Land, through an assistant, said he was unable to be interviewed by press time for this story.
Kirksey speculated that some non-Arkansans may simply not know his parishioner well enough.
“I think he was perceived by those who don’t know him outside the state as somebody who must be liberal, somebody who must be the enemy. And the reason I think why Mike beat Ronnie (Floyd) so bad in Arkansas was because people in Arkansas knew he wasn’t some kind of flaming liberal,” he said.
“He fought for a lot of the social issues that we use to identify a person as a conservative,” Kirksey added. “But he has a huge heart of compassion.”
Huckabee has continued to soft-pedal some of his theological conservatism on the secular campaign trail.

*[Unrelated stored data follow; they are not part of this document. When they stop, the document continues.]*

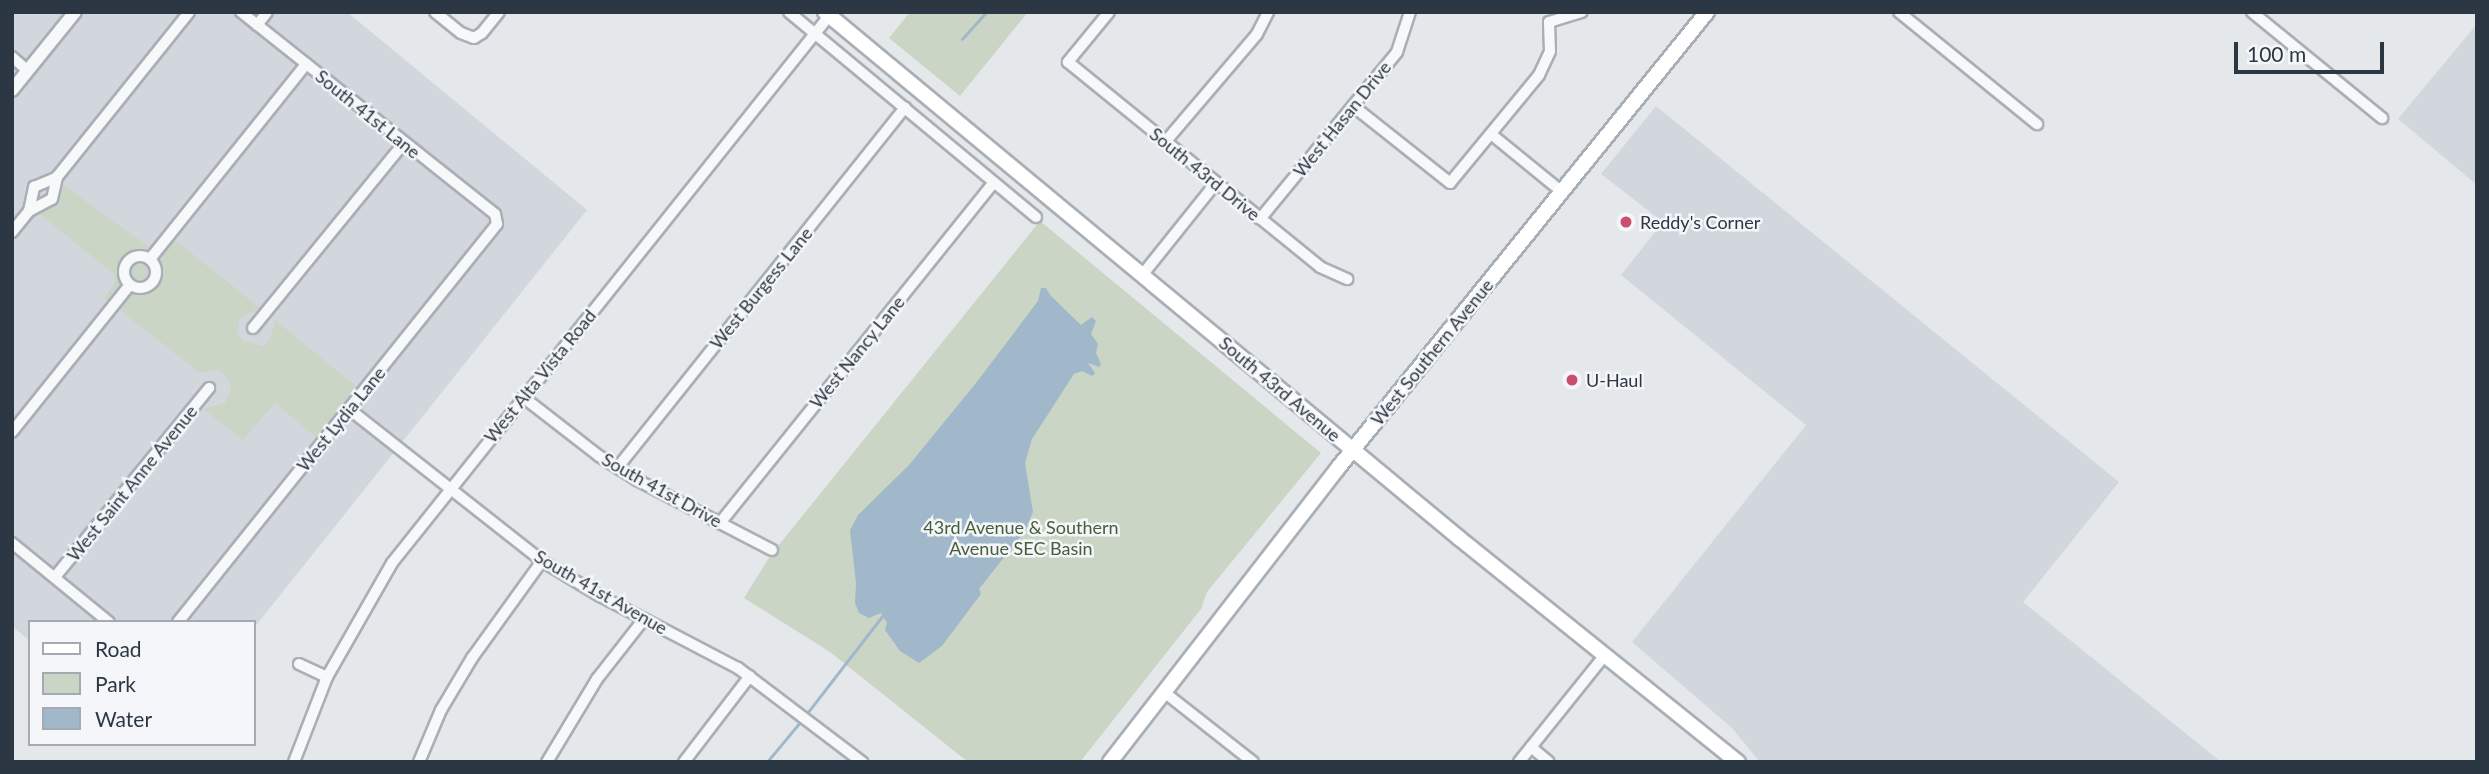 <!DOCTYPE html>
<style>
body{margin:0}
#map{position:relative;width:2489px;height:774px;overflow:hidden;background:#e4e8eb;font-family:Lato,sans-serif}
div>[style]{position:absolute}
[style*='--x']{left:calc(var(--x)*1px);top:calc(var(--y)*1px);width:calc(var(--w)*1px);rotate:calc(var(--a)*1deg)}
.built>*{inset:0;background:#d2d7dd}
.green>*{inset:0;background:#cbd5c5}
.water>*{inset:0;background:#a1b8ca}
.stream>*{height:2.5px;margin:-1.25px;padding:0 1.25px;transform-origin:1.25px;border-radius:1.25px;background:#a1b8ca}
.roads{filter:drop-shadow(2px 0 #a9afb6) drop-shadow(-2px 0 #a9afb6) drop-shadow(0 2px #a9afb6) drop-shadow(0 -2px #a9afb6)}
.minor>*{height:10px;margin:-5px;padding:0 5px;transform-origin:5px;border-radius:5px;background:#f7f8fa}
.minor>.ring{margin:-5px;padding:0;box-sizing:content-box;background:none;border:10px solid #f7f8fa;border-radius:50%}
.tertiary>*{height:12px;margin:-6px;padding:0 6px;transform-origin:6px;border-radius:6px;background:#f7f8fa}
.secondary>*{height:14px;margin:-7px;padding:0 7px;transform-origin:7px;border-radius:7px;background:#fff}
.dots>*{width:19px;height:19px;translate:-50% -50%;box-sizing:border-box;border:4px solid #f4f6f9;border-radius:50%}
span{translate:-50% -50%;white-space:nowrap;text-align:center;line-height:1.15;-webkit-text-stroke:5px #f4f6f9;paint-order:stroke}
.street-label{font-size:18px;color:#2c3744}
.poi-label{font-size:18px;color:#2c3744}
.left{translate:0 -50%;text-align:left}
.park-label{font-size:18px;color:#445f3a}
.frame{position:absolute;inset:0;border:14px solid #2c3744;pointer-events:none}
.legend{position:absolute;left:28px;top:620px;width:228px;height:126px;box-sizing:border-box;background:#f4f6f9;border:2px solid #a4aab1;margin:0;padding:9px 12px;list-style:none;font-size:21px;color:#2c3744}
.legend li{display:flex;align-items:center;gap:14px;height:35px}
.legend b{width:35px;border:2px solid #a4aab1}
.scale{position:absolute;left:2234px;top:42px;width:150px;height:32px;box-sizing:border-box;border:4px solid #2c3744;border-top:0;padding-left:9px;font-size:21px;line-height:24px;white-space:nowrap;color:#2c3744;-webkit-text-stroke:5px #f4f6f9;paint-order:stroke}
</style>
<div id="map">
<div class="built">
<i style="clip-path:polygon(12px 12px,347px 12px,587px 210px,254px 628px,254px 622px,30px 622px,30px 641px,12px 626px)"></i>
<i style="clip-path:polygon(2477px 24px,2477px 185px,2398px 119px)"></i>
<i style="clip-path:polygon(1656px 106px,2119px 482px,2023px 602px,2221px 762px,1760px 762px,1732px 728px,1632px 642px,1806px 425px,1621px 275px,1663px 222px,1601px 174px)"></i>
</div>
<div class="green">
<i style="clip-path:polygon(910px 12px,1028px 12px,960px 96px,889px 38px)"></i>
<i style="clip-path:polygon(61px 183px,160px 255px,175px 240px,260px 308px,240px 318px,237px 332px,243px 341px,264px 346px,271px 337px,275px 320px,356px 386px,316px 437px,275px 403px,243px 440px,203px 409px,225px 403px,231px 389px,228px 378px,217px 369px,200px 373px,104px 298px,115px 283px,115px 275px,37px 212px,52px 205px,60px 195px)"></i>
<i style="clip-path:polygon(1040px 221px,1321px 453px,1207px 592px,1201px 609px,1080px 762px,968px 762px,830px 652px,744px 598px,770px 556px)"></i>
</div>
<div class="water">
<i style="clip-path:polygon(1041px 288px,1046px 288px,1051px 296px,1081px 325px,1092px 317px,1096px 321px,1091px 334px,1098px 344px,1096px 353px,1101px 364px,1099px 367px,1088px 363px,1095px 373px,1092px 376px,1082px 371px,1074px 374px,1032px 439px,1025px 463px,1033px 512px,1025px 531px,979px 589px,981px 594px,942px 646px,919px 663px,900px 651px,885px 630px,887px 623px,881px 613px,869px 618px,859px 613px,855px 603px,856px 583px,850px 530px,858px 515px,909px 465px,976px 383px,1038px 301px)"></i>
</div>
<div class="stream">
<i style="--x:962;--y:39;--w:36;--a:-48"></i>
<i style="--x:805;--y:716;--w:128;--a:-52.3"></i>
<i style="--x:767;--y:762;--w:53;--a:-50.3"></i>
</div>
<div class="roads">
<div class="minor">
<i style="--x:435;--y:12;--w:33;--a:39"></i>
<i style="--x:461;--y:33;--w:14;--a:21"></i>
<i style="--x:474;--y:38;--w:9;--a:-32"></i>
<i style="--x:482;--y:33;--w:27;--a:-51"></i>
<i style="--x:789;--y:12;--w:321;--a:39.7"></i>
<i style="--x:1109;--y:12;--w:65;--a:129.4"></i>
<i style="--x:1068;--y:62;--w:325;--a:39.1"></i>
<i style="--x:1320;--y:267;--w:30;--a:24"></i>
<i style="--x:1899;--y:12;--w:178;--a:39.1"></i>
<i style="--x:2252;--y:12;--w:168;--a:39.2"></i>
<i style="--x:257;--y:25;--w:16;--a:-52"></i>
<i style="--x:12;--y:57;--w:21;--a:41"></i>
<i style="--x:1353;--y:106;--w:124;--a:38.4"></i>
<i style="--x:1450;--y:183;--w:140;--a:-50.5"></i>
<i style="--x:1539;--y:75;--w:26;--a:-65"></i>
<i style="--x:1550;--y:51;--w:29;--a:-92"></i>
<i style="--x:1549;--y:22;--w:34;--a:-17"></i>
<i style="--x:1491;--y:134;--w:92;--a:39.2"></i>
<i style="--x:1166;--y:141;--w:140;--a:-49.6"></i>
<i style="--x:1257;--y:34;--w:25;--a:-63"></i>
<i style="--x:29;--y:211;--w:26;--a:-28"></i>
<i style="--x:52;--y:199;--w:23;--a:-77"></i>
<i style="--x:1260;--y:219;--w:216;--a:-50.6"></i>
<i style="--x:1397;--y:52;--w:42;--a:-72"></i>
<i style="--x:12;--y:232;--w:27;--a:-51"></i>
<i style="--x:29;--y:211;--w:25;--a:-78"></i>
<i style="--x:34;--y:187;--w:25;--a:-23"></i>
<i style="--x:57;--y:177;--w:211;--a:-51.3"></i>
<i class="ring" style="left:124px;top:256px;width:22px;height:22px"></i>
<i style="--x:150;--y:259;--w:250;--a:-51.3"></i>
<i style="--x:1143;--y:274;--w:117;--a:-51.3"></i>
<i style="--x:253;--y:328;--w:239;--a:-50.8"></i>
<i style="--x:523;--y:397;--w:96;--a:37.8"></i>
<i style="--x:599;--y:456;--w:45;--a:32.3"></i>
<i style="--x:637;--y:480;--w:152;--a:27.4"></i>
<i style="--x:349;--y:409;--w:246;--a:38.2"></i>
<i style="--x:542;--y:561;--w:68;--a:31.1"></i>
<i style="--x:600;--y:596;--w:156;--a:27.6"></i>
<i style="--x:738;--y:668;--w:156;--a:37.2"></i>
<i style="--x:12;--y:432;--w:187;--a:-51.3"></i>
<i style="--x:618;--y:467;--w:460;--a:-51.4"></i>
<i style="--x:720;--y:523;--w:437;--a:-51.2"></i>
<i style="--x:12;--y:543;--w:125;--a:39.2"></i>
<i style="--x:55;--y:577;--w:244;--a:-50.8"></i>
<i style="--x:178;--y:622;--w:510;--a:-51.29"></i>
<i style="--x:497;--y:224;--w:10;--a:-101"></i>
<i style="--x:495;--y:214;--w:325;--a:-141.5"></i>
<i style="--x:299;--y:664;--w:31;--a:25"></i>
<i style="--x:1164;--y:692;--w:113;--a:38.2"></i>
<i style="--x:1531;--y:747;--w:23;--a:40"></i>
<i style="--x:294;--y:762;--w:91;--a:-68.8"></i>
<i style="--x:327;--y:677;--w:131;--a:-60.3"></i>
<i style="--x:392;--y:563;--w:700;--a:-51.38"></i>
<i style="--x:419;--y:762;--w:56;--a:-67.1"></i>
<i style="--x:441;--y:710;--w:61;--a:-59.2"></i>
<i style="--x:472;--y:658;--w:120;--a:-54.2"></i>
<i style="--x:547;--y:762;--w:97;--a:-58.9"></i>
<i style="--x:597;--y:679;--w:76;--a:-51.9"></i>
<i style="--x:684;--y:762;--w:108;--a:-52.5"></i>
<i style="--x:1519;--y:762;--w:137;--a:-51.2"></i>
</div>
<div class="tertiary">
<i style="--x:12;--y:90;--w:100;--a:-51.1"></i>
</div>
<div class="secondary">
<i style="--x:825;--y:12;--w:824;--a:39.68"></i>
<i style="--x:1459;--y:538;--w:358;--a:38.8"></i>
<i style="--x:1110;--y:762;--w:372;--a:-52.2"></i>
<i style="--x:1338;--y:468;--w:587;--a:-51.02"></i>
</div>
</div>
<div class="dots">
<i style="left:1626px;top:222px;background:#cb4f6c"></i>
<i style="left:1572px;top:380px;background:#cb4f6c"></i>
</div>
<div class="street-label">
<span style="left:368px;top:114px;rotate:39deg">South 41st Lane</span>
<span style="left:1342px;top:119px;rotate:-51deg">West Hasan Drive</span>
<span style="left:1205px;top:174px;rotate:39deg">South 43rd Drive</span>
<span style="left:761px;top:288px;rotate:-51deg">West Burgess Lane</span>
<span style="left:857px;top:352px;rotate:-51deg">West Nancy Lane</span>
<span style="left:1432px;top:352px;rotate:-51deg">West Southern Avenue</span>
<span style="left:540px;top:376px;rotate:-51deg">West Alta Vista Road</span>
<span style="left:1280px;top:389px;rotate:40deg">South 43rd Avenue</span>
<span style="left:341px;top:419px;rotate:-51deg">West Lydia Lane</span>
<span style="left:132px;top:483px;rotate:-51deg">West Saint Anne Avenue</span>
<span style="left:662px;top:490px;rotate:29deg">South 41st Drive</span>
<span style="left:601px;top:592px;rotate:30deg">South 41st Avenue</span>
</div>
<div class="poi-label">
<span class="left" style="left:1640px;top:222px">Reddy's Corner</span>
<span class="left" style="left:1586px;top:380px">U-Haul</span>
</div>
<div class="park-label">
<span style="left:1021px;top:538px">43rd Avenue &amp; Southern<br>Avenue SEC Basin</span>
</div>
<div class="frame"></div>
<ul class="legend">
<li><b style="height:9px;background:#fff"></b>Road</li>
<li><b style="height:19px;background:#cbd5c5"></b>Park</li>
<li><b style="height:19px;background:#a1b8ca"></b>Water</li>
</ul>
<div class="scale">100 m</div>
</div>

At a recent GOP debate, he was asked about his public support of a 1998 amendment to the SBC’s doctrinal statement that called for wives to “graciously submit” to their husbands’ leadership.
The former governor responded by first saying that, for anybody who was familiar with his wife, “I don’t think they for one minute think that she’s going to just sit by and let me do whatever I want to. That would be an absolute total misunderstanding of Janet Huckabee.”
But then he gave a theological context for the amendment that, to many observers, appeared as if he were in favor of wives and husbands submitting mutually to each other. “As wives submit themselves to the husbands, the husbands also submit themselves, and it’s not a matter of one being somehow superior over the other. It’s both mutually showing their affection and submission as unto the Lord.”
However, the SBC messengers who approved the amendment explicitly rejected a moderate-backed motion that would have called for such mutual submission.
A Jan. 11 story in Baptist Press, the SBC-controlled denominational news service, interpreted Huckabee’s debate comments as supporting Southern Baptist conservatives’ view of the Scripture passage on which the statement was based. In that interpretation, Ephesians 5:22 calls wives to submit themselves to their husbands and husbands to submit themselves to Christ.
Bill Leonard, a Baptist historian and moderate veteran of the SBC wars, said Huckabee has danced along the conservative-moderate line before. Even though he was the moderate candidate for the Arkansas Baptist presidency in 1989, Leonard noted, he had dropped out of seminary years before to work for Texas evangelist James Robison. Prior to having a change of heart long after Huckabee left his employ, Robison was a rhetorical bomb-thrower for SBC conservatives.
“In some ways he reflects the old SBC—the pastor who wants to have it both ways, who wants to be conservative, but wants to hedge his bets with the principalities and powers of denominational leadership,” said Leonard, the dean of Wake Forest University Divinity School. “So, unlike clear-cut liberal/moderates or clear-cut conservatives/fundamentalists, Huckabee is the politician, even then, who wants to have it both ways. Or, in his words I’m sure, to ‘bridge both groups.’"
Kirksey took a brighter view of Huckabee’s role. Noting that his friend and church member had a close relationship with the late conservative evangelical leader Jerry Falwell, he also said Huckabee shares a broader social agenda with a new generation of Christian leaders like California pastor Rick Warren.
“That’s the neat thing about Mike—he can be a close friend with a Jerry Falwell, and he can be a close friend with somebody extreme on the other side,” he said. “I think the practice of his faith is more in line with the Rick Warren approach. It’s a ministry-driven kind of faith that’s concerned with making a difference in people’s lives.